And then you have performers coming in, and there’s a lot of friction that’s being created.
Okay, okay, so there are two elements at play there: there’s this element of sex, and there’s an element of performance. Okay?
So let's take this apart a bit and see if we can get to the bottom of it.
Well, first of all, you can’t pathologize the behavior of one sex without pathologizing the behavior of both. Right?
Okay, so, so we’ll use that as an axiom. And then you asked me what sort of men were attracted to university jobs when I started my career? The answer to that was men.
The ones in the universities that were really working, I think my supervisor was a good example of that. He was a football player; he was a tough guy. He was extremely curious.
Right?
So he went into a university position because he wanted to do research.
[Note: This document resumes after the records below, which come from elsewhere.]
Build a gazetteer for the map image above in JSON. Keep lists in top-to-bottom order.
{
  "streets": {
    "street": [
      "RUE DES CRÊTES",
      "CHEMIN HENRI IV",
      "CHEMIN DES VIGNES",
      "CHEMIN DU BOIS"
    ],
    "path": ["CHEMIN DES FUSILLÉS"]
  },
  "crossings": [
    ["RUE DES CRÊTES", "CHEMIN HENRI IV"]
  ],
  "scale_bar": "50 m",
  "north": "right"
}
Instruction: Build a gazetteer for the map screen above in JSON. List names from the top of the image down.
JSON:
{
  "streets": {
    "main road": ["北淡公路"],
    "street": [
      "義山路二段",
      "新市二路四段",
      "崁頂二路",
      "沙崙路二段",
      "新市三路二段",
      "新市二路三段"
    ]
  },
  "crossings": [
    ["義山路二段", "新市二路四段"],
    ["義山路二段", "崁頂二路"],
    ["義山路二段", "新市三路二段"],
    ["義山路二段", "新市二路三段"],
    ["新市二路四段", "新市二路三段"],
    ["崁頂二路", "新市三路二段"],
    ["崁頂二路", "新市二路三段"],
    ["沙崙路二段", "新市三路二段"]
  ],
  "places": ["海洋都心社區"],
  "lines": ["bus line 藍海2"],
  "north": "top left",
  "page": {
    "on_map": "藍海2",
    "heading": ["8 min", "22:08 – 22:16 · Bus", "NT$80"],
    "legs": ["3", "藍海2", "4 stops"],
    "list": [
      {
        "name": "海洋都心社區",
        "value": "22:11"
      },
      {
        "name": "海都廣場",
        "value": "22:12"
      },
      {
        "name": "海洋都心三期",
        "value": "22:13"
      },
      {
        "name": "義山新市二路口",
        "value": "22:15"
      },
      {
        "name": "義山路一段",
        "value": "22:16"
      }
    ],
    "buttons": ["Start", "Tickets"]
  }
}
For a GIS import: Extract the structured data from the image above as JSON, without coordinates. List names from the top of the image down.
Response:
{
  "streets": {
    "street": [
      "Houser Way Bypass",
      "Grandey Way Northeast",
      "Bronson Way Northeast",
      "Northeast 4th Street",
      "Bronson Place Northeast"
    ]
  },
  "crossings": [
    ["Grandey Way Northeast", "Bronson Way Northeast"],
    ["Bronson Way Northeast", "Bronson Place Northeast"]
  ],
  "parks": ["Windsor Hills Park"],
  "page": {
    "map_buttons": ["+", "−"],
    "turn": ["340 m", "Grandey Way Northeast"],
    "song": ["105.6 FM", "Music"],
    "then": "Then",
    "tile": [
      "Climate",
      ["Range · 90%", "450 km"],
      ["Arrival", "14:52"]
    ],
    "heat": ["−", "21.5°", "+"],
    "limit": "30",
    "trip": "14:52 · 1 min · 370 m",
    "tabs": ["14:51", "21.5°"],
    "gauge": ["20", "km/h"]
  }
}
I was fortunate when I did my graduate training at McGill. I was surrounded mostly by professors who actually were oriented towards discovering the truth in the course of their research.
But I saw that over time deteriorate in favor of careerists. Yes! And I would put most university administrators in the bin of careerists.
Careerists are interested in the secondary benefits of their career maybe that is security and maybe it's status and not interested in the pursuit.
The only people I saw who pursued a university career who had justification for it, who were men, their justification was, “I’m so interested in pursuing, let's say, scientific truth and the expansion of knowledge that I can find my status through that.”
Now you brought up a couple of things there, and let me say that there are a lot of people who go into science for—I went into science because I love research and I love discovery, and I’m creative.
It's a perfect venue for a creative person to just think about things and then go test them! It’s so fun!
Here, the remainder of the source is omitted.